How to Order Eggs Sunny Side Up is Lisa Collyer’s first poetry collection. Collyer writes from an autobiographical perspective that is anchored in body and place. A major theme of Collyer’s work is the female body. Her collection includes wry poems about female physical beauty that come from a posture of acknowledged complicity with social expectations:

I tame
fur lined lips tied to Mediterranean

I betray
flesh razed in wax strips
fleecing skin & hard-won purse

(“The Beauty Police”)

There is anger in poem after poem about sexual assault, domestic violence, and double standards:

Before a nymph learns to gag
I sieve the letters you explete
bilious                 S           L

(“Maiden Shame”)

Some of her finest poems handle infertility, termination, and childlessness with a delicate yet savage acuity, including the brilliantly allusive “Ghosting”:

A nasal RAT is a pregnancy text that insists, I’m still cursed. Hello Kitty waves from counter tops while fertility is a full purse reimbursed. Well-endowed steamed dumplings—swollen Demi Moore’s. Look at me, I’m cat-less—in an empty house being pinned to the bed, a cat on my heart.
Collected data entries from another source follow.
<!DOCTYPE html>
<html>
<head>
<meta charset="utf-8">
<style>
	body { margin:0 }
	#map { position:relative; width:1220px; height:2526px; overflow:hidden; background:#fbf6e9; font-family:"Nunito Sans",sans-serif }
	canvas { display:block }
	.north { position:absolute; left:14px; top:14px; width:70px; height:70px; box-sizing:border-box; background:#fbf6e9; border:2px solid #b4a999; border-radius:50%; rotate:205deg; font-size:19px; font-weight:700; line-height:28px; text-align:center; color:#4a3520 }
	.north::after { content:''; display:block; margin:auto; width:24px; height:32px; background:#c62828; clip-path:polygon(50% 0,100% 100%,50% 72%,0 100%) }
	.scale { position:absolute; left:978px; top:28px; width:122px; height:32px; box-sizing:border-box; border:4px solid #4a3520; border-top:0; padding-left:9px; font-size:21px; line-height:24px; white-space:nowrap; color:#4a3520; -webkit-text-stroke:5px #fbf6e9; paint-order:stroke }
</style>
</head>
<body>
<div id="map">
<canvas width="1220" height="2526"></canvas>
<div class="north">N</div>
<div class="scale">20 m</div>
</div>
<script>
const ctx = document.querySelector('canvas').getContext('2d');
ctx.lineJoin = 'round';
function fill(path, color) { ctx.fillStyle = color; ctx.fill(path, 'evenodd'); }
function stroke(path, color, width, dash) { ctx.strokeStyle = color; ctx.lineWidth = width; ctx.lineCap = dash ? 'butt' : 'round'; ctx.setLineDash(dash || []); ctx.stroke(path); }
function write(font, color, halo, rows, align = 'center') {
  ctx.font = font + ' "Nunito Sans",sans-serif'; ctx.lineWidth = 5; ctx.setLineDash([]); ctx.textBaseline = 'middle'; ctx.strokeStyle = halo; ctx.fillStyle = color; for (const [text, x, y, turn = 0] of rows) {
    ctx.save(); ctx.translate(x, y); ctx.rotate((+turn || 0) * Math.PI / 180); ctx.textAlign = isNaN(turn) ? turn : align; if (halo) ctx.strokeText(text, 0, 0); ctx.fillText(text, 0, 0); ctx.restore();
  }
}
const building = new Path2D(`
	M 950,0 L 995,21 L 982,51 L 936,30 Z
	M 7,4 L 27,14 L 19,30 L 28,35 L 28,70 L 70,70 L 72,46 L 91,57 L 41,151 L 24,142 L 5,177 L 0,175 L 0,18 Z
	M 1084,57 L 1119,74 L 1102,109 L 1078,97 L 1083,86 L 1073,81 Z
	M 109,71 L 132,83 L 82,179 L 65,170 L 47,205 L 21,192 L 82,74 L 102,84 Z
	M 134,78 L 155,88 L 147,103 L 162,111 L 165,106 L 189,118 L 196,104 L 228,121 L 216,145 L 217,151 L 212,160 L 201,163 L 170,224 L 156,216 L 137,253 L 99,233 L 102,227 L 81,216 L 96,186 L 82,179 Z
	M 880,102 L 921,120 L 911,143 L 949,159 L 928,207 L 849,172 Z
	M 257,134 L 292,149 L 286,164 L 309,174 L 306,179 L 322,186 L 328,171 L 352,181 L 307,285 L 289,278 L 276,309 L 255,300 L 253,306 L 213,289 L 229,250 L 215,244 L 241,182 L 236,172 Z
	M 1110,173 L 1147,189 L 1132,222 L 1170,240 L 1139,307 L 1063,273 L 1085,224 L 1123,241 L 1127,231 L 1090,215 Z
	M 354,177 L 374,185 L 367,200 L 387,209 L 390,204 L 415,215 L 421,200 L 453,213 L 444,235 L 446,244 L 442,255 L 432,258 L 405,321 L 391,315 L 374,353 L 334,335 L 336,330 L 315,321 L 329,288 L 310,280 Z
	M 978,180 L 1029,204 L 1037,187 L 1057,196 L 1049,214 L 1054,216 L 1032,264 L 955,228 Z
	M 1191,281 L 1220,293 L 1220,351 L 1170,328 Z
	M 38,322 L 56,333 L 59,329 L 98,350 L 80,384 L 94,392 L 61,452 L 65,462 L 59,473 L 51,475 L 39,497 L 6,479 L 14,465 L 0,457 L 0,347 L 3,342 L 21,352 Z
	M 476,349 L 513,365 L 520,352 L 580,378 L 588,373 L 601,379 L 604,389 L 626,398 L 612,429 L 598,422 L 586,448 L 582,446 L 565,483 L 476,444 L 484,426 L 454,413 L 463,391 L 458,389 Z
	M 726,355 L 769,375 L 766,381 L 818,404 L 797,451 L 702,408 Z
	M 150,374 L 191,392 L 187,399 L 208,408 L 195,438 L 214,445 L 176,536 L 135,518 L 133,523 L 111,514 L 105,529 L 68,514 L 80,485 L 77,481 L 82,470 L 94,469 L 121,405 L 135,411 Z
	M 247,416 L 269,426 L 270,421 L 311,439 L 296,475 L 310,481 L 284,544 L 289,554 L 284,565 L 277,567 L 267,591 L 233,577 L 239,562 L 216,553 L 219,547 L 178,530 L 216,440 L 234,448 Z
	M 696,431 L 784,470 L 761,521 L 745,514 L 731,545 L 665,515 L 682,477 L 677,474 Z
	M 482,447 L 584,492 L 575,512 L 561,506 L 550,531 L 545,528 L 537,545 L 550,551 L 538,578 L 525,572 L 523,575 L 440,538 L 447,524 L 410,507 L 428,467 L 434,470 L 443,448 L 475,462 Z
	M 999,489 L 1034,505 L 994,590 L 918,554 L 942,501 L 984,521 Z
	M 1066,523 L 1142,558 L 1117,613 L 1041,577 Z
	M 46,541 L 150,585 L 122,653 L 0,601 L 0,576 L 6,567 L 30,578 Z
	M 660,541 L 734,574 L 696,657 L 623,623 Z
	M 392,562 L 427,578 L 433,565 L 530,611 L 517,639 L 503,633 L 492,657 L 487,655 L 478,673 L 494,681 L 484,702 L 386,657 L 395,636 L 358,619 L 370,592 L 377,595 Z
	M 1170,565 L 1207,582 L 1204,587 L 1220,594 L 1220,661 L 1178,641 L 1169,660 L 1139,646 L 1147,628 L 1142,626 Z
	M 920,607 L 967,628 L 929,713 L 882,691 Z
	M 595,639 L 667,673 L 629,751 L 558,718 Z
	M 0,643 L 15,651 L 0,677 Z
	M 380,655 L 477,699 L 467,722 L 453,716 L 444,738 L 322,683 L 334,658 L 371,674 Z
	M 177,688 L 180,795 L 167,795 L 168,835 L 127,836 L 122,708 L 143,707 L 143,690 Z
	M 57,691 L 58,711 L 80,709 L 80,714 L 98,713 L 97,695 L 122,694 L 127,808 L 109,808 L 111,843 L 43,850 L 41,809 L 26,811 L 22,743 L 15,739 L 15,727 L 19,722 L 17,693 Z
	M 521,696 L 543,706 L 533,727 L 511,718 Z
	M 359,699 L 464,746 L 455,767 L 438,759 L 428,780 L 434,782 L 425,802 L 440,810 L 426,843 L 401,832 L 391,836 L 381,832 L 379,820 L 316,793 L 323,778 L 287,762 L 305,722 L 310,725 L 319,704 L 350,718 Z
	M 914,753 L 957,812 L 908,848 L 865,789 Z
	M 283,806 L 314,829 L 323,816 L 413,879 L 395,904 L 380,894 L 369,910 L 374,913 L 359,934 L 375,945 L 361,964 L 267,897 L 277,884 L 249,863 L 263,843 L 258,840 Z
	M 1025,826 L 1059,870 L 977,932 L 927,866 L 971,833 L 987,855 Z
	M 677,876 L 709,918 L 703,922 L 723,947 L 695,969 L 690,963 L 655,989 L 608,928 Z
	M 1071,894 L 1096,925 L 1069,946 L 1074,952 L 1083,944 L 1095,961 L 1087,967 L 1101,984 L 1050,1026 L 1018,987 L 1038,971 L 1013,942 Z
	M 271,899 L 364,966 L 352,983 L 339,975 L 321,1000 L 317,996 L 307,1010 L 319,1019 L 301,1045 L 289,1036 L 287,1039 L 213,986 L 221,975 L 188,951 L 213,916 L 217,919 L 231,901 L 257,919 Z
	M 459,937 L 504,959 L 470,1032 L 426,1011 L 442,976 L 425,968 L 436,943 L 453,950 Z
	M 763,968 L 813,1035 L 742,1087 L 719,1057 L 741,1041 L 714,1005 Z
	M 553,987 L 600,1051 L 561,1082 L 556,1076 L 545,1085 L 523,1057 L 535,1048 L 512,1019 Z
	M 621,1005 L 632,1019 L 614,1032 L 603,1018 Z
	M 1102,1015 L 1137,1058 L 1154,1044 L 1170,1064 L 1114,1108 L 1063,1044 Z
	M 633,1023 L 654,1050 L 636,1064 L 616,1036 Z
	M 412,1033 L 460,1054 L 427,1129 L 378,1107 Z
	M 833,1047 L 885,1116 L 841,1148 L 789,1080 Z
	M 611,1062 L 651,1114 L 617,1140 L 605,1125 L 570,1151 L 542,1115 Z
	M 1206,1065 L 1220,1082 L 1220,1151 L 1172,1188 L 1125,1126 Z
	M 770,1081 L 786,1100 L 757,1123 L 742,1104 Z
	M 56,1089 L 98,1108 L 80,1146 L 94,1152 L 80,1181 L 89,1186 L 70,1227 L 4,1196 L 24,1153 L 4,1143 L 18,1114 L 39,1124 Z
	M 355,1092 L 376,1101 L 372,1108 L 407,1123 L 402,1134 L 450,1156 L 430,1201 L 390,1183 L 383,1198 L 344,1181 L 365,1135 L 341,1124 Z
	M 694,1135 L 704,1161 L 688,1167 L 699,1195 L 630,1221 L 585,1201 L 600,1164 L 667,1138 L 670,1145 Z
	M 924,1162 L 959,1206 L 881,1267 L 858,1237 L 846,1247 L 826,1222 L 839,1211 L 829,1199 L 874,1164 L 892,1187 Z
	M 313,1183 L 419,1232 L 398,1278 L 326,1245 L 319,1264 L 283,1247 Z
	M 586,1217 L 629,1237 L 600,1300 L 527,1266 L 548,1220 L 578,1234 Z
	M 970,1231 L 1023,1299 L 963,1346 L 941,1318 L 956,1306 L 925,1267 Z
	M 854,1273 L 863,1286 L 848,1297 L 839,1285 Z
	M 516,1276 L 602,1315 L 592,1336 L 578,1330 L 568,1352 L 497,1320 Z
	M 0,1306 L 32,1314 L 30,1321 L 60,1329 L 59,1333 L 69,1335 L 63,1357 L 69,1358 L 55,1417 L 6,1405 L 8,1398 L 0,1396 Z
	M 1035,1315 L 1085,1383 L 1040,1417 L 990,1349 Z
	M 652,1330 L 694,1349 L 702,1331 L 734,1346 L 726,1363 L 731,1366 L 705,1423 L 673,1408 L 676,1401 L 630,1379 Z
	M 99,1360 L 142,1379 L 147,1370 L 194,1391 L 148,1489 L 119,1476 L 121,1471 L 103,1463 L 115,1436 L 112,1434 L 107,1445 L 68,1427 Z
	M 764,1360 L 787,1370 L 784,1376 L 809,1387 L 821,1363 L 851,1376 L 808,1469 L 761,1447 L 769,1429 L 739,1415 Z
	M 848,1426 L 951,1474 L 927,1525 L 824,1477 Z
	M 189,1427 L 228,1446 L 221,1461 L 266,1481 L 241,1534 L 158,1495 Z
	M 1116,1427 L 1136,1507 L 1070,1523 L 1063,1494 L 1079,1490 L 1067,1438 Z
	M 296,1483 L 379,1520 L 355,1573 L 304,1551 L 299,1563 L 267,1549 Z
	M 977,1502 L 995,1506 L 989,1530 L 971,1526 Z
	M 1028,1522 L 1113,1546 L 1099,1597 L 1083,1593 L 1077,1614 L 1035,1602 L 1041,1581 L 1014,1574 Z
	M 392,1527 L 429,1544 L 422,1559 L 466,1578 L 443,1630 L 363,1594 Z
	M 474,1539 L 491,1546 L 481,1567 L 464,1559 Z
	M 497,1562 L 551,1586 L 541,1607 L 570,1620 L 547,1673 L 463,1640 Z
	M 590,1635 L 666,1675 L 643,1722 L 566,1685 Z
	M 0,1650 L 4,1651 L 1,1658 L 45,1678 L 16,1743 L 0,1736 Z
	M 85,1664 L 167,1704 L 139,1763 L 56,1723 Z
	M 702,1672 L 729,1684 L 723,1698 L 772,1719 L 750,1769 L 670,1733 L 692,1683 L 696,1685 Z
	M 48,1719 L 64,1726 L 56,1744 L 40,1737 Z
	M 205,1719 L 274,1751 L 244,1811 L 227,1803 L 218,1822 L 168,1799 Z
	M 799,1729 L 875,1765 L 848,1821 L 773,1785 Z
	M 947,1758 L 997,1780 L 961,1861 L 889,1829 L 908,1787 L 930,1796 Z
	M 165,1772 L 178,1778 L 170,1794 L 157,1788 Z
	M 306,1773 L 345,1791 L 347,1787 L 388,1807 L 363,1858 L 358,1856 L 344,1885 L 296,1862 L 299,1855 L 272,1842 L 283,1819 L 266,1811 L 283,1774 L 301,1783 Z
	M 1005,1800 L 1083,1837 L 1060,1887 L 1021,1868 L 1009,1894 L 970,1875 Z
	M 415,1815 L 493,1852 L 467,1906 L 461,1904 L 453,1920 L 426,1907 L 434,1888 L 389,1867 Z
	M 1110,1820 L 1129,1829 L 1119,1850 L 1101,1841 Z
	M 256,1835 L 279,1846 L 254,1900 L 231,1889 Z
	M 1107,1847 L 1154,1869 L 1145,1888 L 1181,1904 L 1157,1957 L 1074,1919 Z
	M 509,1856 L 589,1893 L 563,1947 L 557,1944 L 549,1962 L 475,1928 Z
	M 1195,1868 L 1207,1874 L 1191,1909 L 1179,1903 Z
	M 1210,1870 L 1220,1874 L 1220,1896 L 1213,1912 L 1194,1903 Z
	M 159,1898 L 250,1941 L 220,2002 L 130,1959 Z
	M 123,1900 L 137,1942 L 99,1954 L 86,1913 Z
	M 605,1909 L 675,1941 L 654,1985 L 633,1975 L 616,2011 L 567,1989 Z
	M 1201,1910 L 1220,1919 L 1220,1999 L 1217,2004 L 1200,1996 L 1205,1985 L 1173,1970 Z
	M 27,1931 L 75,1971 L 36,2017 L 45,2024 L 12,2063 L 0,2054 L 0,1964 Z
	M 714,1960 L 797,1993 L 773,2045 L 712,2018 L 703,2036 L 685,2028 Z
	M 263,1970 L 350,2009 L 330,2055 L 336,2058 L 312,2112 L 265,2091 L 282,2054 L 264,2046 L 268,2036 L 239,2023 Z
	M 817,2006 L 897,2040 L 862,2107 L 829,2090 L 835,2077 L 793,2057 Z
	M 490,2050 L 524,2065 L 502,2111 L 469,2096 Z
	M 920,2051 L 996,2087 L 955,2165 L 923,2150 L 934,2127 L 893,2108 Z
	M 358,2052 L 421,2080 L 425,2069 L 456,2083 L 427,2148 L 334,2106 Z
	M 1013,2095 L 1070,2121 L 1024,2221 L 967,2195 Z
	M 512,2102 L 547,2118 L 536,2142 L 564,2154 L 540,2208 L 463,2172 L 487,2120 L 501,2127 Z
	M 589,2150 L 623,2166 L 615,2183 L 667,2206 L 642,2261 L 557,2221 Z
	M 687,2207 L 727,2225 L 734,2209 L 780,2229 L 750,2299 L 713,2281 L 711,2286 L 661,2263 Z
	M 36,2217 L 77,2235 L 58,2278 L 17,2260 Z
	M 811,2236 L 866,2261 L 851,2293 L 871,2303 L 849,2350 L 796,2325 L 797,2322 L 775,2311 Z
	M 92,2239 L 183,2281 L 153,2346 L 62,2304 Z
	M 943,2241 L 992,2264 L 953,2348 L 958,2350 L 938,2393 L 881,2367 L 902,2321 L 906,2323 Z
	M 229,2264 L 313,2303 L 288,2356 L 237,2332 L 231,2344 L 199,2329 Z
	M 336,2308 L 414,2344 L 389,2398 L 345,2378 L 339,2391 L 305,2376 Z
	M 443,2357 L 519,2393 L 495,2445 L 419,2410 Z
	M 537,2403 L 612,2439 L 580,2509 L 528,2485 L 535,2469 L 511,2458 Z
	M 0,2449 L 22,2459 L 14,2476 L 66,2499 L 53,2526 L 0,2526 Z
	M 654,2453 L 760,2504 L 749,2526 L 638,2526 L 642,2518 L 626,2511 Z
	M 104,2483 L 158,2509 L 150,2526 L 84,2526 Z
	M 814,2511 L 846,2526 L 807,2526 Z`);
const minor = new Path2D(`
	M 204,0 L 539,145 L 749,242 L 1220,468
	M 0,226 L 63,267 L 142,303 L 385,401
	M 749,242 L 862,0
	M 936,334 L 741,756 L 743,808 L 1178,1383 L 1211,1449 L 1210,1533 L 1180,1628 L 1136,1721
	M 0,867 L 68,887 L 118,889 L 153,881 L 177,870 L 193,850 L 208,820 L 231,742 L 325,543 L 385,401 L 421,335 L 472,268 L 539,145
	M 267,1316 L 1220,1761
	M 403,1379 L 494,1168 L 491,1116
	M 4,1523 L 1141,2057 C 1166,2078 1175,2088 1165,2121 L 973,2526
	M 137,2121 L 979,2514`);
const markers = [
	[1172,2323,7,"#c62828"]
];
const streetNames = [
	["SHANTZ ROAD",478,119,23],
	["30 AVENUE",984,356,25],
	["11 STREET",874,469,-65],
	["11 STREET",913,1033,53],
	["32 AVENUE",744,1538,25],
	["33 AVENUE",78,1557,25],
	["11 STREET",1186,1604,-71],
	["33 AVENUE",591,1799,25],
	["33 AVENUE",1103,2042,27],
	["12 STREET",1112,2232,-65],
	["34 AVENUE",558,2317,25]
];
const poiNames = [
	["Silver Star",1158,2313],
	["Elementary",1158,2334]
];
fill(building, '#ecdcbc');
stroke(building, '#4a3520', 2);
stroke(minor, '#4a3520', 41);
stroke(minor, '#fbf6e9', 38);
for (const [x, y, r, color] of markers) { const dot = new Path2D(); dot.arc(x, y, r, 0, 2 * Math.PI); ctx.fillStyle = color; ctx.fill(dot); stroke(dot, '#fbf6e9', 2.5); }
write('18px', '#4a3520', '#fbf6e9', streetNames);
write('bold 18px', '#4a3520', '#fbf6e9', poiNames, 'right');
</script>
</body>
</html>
Collyer’s best poems are like this: allusive and clever. They take Emily Dickinson’s poetic dictum to ‘tell it slant’ to heart. Collyer takes us wonderfully slant-wise into experience and emotion in poems like “Plastic Sleeve”, “Bed Bugs Can Kill a Hotel’s Reputation”, and “Outer Suburban Fog”. The title poem is a tour de force in extended metaphor (how many things can a poet do with eggs?):

At thirty-four, I try to conceive but each month an egg cooks defective. I wish I had Alice while touring Malaysia to help me order eggs sunny side up. The first question I’m asked is whether I have children.

(“How to Order Eggs Sunny Side Up”)

Some of the poems struggle, though, from being a little too oblique. The balance between allusiveness and elusiveness can be hard to strike. The poems that come out of Collyer’s residency at a West Australian National Trust location, for example, would benefit from a few contextual notes, especially for readers who may have little knowledge of this historic venue.

One of the joys of this collection, for West Australian readers, is the joy of recognising familiar things and places. There were little jolts of pleasure for this reader as she spotted native flora and fauna, the Bibbulman Track, and the Cape-to-Cape track. There was rueful recognition of minesites, roadkill, and plastic use in our school systems (in spite of the lipservice paid to sustainability). Suburban lifestyle gets a witty send-up-cum-celebration in “Outer Suburban Fog”.

This is a fine first collection by an active and much-loved member of the Perth poetry community. It should appeal to both local readers and to readers who resonate with its feminist concerns.